[Saved entries]
# # # # #

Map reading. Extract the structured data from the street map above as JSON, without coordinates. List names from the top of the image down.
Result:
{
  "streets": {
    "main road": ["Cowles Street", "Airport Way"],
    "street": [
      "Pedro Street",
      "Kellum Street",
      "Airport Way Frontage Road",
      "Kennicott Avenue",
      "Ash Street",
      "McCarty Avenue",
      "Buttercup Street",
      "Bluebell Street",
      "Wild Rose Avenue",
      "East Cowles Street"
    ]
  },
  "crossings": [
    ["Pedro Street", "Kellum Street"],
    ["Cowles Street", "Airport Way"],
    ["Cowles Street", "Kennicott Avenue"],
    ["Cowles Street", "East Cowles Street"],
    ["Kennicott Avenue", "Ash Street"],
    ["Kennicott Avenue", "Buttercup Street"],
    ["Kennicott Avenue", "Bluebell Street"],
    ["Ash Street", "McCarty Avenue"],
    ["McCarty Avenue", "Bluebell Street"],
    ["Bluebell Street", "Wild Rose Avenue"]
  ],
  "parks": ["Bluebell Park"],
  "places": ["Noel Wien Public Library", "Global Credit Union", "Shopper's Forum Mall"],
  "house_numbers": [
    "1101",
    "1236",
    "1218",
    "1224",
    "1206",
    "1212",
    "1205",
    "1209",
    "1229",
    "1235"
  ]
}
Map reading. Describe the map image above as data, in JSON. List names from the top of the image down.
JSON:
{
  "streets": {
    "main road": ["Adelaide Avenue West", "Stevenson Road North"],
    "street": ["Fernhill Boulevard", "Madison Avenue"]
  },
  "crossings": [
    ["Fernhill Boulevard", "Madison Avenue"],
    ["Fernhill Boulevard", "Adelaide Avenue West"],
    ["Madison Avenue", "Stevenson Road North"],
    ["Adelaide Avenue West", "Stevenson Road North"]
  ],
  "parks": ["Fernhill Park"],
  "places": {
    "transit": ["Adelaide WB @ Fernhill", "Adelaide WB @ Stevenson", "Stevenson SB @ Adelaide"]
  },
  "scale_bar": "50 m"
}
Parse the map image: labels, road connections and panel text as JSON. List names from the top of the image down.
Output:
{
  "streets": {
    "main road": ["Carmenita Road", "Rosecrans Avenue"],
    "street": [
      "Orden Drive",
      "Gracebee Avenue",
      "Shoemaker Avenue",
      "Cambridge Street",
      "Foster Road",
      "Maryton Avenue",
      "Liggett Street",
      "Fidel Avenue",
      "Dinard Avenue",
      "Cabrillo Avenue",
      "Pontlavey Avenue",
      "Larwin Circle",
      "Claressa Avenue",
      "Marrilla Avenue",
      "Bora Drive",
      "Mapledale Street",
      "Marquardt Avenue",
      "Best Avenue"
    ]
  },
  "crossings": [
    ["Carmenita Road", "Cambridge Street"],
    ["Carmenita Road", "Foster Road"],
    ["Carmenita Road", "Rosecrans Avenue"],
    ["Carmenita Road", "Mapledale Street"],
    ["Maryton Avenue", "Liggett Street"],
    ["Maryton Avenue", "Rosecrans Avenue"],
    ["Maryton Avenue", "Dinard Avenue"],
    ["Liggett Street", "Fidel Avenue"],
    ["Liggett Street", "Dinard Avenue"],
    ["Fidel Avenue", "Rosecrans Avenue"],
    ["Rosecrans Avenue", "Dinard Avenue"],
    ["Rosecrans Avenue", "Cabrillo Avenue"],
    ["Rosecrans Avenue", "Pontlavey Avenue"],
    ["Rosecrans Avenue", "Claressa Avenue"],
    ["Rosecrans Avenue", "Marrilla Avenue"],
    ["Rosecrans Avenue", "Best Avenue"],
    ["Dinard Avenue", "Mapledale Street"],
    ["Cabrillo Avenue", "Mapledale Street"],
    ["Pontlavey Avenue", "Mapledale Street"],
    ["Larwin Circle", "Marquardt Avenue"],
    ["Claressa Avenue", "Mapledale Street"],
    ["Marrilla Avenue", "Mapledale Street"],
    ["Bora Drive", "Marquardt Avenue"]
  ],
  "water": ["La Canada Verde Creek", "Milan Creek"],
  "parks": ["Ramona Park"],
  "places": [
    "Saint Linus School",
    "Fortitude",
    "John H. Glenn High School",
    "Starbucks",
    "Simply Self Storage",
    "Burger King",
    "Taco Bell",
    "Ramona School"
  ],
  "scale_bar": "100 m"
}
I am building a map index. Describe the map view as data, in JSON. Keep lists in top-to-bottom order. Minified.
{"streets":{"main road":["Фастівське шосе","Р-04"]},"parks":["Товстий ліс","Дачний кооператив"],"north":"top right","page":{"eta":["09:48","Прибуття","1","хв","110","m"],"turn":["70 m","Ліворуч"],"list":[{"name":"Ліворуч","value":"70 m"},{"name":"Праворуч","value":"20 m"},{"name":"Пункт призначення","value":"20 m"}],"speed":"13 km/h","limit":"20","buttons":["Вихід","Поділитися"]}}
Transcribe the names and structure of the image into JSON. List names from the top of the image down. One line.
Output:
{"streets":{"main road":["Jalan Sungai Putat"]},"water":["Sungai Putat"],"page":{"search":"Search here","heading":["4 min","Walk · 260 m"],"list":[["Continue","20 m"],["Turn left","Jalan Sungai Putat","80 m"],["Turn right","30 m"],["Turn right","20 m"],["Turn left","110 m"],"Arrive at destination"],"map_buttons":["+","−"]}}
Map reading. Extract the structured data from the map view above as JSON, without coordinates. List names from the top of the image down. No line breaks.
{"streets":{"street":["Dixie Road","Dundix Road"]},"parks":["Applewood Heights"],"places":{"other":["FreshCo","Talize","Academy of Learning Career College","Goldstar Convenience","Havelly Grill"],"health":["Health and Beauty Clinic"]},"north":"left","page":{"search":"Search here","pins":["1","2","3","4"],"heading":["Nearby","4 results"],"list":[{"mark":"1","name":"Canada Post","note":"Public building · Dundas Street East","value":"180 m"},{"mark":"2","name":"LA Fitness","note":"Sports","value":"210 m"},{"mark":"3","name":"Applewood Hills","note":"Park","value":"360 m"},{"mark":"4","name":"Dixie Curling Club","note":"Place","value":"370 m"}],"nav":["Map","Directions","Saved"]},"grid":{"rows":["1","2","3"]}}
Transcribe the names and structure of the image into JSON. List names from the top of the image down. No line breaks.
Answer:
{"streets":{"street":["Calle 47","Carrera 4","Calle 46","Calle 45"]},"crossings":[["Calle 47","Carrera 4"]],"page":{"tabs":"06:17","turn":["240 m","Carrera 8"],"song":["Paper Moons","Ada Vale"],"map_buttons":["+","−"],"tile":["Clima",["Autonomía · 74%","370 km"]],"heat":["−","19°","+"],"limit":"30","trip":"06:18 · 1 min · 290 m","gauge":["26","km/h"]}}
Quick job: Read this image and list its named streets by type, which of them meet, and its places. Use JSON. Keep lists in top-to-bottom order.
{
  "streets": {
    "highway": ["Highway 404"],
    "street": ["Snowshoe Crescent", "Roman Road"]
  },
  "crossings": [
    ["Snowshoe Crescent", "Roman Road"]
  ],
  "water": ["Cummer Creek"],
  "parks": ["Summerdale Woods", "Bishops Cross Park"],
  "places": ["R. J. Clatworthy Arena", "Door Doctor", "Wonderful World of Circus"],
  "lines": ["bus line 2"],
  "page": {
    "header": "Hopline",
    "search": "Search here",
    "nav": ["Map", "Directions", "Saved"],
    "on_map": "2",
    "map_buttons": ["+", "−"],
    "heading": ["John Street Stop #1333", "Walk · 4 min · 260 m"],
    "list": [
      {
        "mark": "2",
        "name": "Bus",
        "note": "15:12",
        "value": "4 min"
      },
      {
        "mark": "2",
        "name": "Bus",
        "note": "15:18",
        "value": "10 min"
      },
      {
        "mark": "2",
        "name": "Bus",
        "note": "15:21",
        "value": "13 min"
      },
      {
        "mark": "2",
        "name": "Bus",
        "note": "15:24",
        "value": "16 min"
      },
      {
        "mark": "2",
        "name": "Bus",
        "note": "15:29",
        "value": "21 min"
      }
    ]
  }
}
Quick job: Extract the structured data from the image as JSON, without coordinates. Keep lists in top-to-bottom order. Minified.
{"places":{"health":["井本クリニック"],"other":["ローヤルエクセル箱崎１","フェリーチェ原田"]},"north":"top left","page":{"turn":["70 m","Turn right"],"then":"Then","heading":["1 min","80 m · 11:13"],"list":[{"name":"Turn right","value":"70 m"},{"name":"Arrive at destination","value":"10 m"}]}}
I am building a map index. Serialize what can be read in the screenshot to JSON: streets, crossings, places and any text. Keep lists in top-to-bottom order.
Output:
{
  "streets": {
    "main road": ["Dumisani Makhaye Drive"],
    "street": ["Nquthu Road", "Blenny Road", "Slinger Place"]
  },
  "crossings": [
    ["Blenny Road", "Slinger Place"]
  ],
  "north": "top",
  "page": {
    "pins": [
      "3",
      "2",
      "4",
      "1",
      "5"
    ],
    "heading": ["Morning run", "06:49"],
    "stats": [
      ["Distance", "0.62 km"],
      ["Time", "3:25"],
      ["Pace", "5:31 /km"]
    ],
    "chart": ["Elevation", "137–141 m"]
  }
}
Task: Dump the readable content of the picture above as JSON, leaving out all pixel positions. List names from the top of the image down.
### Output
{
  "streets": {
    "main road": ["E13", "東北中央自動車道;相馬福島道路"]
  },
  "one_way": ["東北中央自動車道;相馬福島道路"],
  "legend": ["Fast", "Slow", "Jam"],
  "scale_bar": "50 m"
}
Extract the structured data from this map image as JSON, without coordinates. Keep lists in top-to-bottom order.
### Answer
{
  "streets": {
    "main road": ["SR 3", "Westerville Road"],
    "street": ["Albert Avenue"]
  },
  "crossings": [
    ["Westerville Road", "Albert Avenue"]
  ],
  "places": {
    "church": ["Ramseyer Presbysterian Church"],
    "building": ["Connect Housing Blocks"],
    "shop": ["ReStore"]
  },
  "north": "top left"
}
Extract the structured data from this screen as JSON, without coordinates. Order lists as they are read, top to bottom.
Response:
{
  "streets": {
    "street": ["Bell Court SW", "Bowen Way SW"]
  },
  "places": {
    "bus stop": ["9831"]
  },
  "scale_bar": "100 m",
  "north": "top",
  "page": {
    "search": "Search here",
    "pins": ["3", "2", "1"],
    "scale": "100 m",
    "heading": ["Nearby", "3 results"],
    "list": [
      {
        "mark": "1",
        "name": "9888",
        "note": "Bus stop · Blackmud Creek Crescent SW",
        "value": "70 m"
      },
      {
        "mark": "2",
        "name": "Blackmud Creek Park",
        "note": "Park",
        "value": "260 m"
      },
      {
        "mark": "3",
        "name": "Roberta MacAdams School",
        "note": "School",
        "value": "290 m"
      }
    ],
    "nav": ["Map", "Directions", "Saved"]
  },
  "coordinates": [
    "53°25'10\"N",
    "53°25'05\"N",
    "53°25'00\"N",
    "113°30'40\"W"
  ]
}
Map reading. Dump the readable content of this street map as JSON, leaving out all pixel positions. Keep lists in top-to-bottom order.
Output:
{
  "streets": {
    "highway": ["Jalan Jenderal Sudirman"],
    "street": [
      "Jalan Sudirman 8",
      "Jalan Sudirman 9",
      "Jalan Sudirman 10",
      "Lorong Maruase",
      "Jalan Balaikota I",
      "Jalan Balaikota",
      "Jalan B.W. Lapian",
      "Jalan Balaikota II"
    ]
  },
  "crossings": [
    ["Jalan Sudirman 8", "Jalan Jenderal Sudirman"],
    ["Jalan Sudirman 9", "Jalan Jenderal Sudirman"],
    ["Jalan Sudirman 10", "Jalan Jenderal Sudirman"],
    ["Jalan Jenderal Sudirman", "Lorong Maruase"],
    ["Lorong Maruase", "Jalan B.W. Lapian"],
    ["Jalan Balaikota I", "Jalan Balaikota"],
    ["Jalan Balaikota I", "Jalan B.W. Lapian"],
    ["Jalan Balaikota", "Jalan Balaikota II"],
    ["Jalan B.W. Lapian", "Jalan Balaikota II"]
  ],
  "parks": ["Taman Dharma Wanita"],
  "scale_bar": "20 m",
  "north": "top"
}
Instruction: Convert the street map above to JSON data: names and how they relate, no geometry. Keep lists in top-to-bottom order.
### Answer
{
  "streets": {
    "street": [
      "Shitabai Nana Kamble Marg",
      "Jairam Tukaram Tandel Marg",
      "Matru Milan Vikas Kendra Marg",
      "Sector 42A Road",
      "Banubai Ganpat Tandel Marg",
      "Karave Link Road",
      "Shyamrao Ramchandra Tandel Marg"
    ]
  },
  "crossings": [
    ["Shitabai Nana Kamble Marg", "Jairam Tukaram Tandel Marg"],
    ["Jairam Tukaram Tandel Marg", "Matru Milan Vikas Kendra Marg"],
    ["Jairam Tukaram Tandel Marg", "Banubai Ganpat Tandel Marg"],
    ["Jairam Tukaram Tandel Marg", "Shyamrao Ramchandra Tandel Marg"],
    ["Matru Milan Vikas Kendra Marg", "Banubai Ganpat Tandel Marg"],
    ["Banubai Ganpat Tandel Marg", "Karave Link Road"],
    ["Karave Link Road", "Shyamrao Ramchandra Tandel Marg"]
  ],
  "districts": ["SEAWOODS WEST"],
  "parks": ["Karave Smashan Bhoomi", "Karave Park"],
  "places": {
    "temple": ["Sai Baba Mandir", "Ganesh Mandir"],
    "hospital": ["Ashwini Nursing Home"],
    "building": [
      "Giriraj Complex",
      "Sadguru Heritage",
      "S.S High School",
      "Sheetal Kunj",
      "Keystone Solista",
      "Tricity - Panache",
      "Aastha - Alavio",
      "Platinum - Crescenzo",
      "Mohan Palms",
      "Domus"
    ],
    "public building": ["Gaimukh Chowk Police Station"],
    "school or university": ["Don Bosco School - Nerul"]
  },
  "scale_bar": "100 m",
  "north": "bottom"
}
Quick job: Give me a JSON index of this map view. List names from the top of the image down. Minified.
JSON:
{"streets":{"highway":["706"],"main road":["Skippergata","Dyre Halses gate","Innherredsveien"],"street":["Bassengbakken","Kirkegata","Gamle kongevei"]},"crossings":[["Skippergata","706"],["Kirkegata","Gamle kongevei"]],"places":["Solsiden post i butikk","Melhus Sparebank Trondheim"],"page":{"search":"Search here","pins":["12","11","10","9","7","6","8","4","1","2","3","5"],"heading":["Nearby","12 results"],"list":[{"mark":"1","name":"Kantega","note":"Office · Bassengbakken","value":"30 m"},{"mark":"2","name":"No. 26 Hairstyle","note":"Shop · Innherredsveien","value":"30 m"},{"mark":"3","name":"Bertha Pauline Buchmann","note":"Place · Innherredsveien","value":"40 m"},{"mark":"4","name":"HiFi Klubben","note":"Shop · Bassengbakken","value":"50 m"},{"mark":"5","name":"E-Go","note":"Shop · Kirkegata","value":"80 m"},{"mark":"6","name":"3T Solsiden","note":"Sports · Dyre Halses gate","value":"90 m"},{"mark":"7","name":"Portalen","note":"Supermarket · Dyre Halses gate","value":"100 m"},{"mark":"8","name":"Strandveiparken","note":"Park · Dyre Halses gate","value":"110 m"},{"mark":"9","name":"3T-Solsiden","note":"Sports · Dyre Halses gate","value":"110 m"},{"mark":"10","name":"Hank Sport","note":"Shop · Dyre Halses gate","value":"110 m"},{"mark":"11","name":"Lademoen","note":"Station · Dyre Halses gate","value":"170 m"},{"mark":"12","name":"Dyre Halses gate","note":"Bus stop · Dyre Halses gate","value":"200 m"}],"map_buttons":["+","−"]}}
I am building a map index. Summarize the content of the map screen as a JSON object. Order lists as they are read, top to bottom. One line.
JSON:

# # # # #

• **PROMPT**
Which lines above hold the string "pixel"? Copy every one of them.

• **TASK OUTPUT**
Task: Dump the readable content of the picture above as JSON, leaving out all pixel positions. List names from the top of the image down.
Map reading. Dump the readable content of this street map as JSON, leaving out all pixel positions. Keep lists in top-to-bottom order.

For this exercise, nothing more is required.